Journalist Jonathan Capehart describes being brought to tears at the end of his podcast with author Robin DiAngelo (White Fragility) when she turns to apologize to him: “I’m going to look at you, Jonathan, in the eyes and say, on behalf of my people, I apologize.” Capehart then eloquently, heart wrenchingly gives a brief summary of life in his skin.
I’ve seen white women clutch their purses and watched white men tap their back pockets to see if their wallets are still there. I’ve sat alone on a packed rush-hour commuter train back to the suburbs. I’ve had people assume I work at the store/restaurant/hotel I was in. I’ve had my space invaded because I’m not really seen by white people. I’ve been followed in stores because I’m seen as a thief or a threat. I’ve been mistaken for someone else black who looks nothing like me. I’ve had my experiences discounted or dismissed. I’ve watched others rise to positions I know I could do better. I fear leaving home for any duration of time without my driver’s license, health insurance card and a Washington Post business card with my husband’s phone number on it just in case I have a run-in with law enforcement or a stranger who calls the police. And I feel unsafe in my own country because the president of the United States delights in pouring gasoline on America’s four-century-old fire.
Jonathan Capehart, “Dear white people, please read ‘White Fragility’,” The Washington Post
In his last breaths George Floyd called for his mother, who had died nearly two years before. I have wondered if at this terrible moment, with his breath being cut off, on the verge of death did he see her, his mother, for surely she was there with him. As any mother of any color would, I believe, I know she was. In a sea of misery, believing that offers a filament of comfort, a sense of something better in the face of evil.
Back to Wesley Morris doubled over his sink. On top of the roiling emotions of the past weeks, he was triggered by a song, and not just any song. In a sweet disclaimer for his own mother, whom he excuses for not being on the Patti LaBelle bandwagon, he gives it up for the singer and her supersonic hair and a live version of “If You Don’t Know Me By Now.” Listen and be moved.

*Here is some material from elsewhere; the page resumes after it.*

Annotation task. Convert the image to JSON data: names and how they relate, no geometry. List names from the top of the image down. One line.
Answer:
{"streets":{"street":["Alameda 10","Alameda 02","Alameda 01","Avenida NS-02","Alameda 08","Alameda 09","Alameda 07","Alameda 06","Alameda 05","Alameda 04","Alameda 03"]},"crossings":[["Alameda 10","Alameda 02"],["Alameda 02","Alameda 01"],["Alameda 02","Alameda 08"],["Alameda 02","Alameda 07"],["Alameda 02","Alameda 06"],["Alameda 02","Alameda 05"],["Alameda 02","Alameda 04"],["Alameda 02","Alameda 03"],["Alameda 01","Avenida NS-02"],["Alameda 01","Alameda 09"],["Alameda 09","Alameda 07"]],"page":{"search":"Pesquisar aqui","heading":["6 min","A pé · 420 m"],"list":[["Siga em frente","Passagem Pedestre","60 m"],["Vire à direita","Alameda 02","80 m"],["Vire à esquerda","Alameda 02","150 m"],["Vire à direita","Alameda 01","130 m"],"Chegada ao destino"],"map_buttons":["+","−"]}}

The stone truth. Grace is only available through suffering. Suffering, theologian Paul Tillich wrote, reminds you you’re not who you thought you were, it drags you deeper into yourself, it carves into the basement of your soul to reveal a new cavity, then it finds the floor in that one and carves deeper still. A state of grace is not achieved through meditation or prayer, no, that particular moment of terrible, amazing awakening comes only in suffering, suffering what you’d avoid at any cost if you could, and suffering it while traversing the darkest of nights.
Right now, individually, communally, nationally, it seems like many of us may be waking up, and in the labor of opening our eyes we just may have access to a transcendent moment of grace. However some leaders are or are not responding to it, the proof is there, we can see it with our eyes, hear it with our ears; we can feel it in our hearts, down into our souls. Amazing grace. I once was blind, but now I see, was lost, but now am found.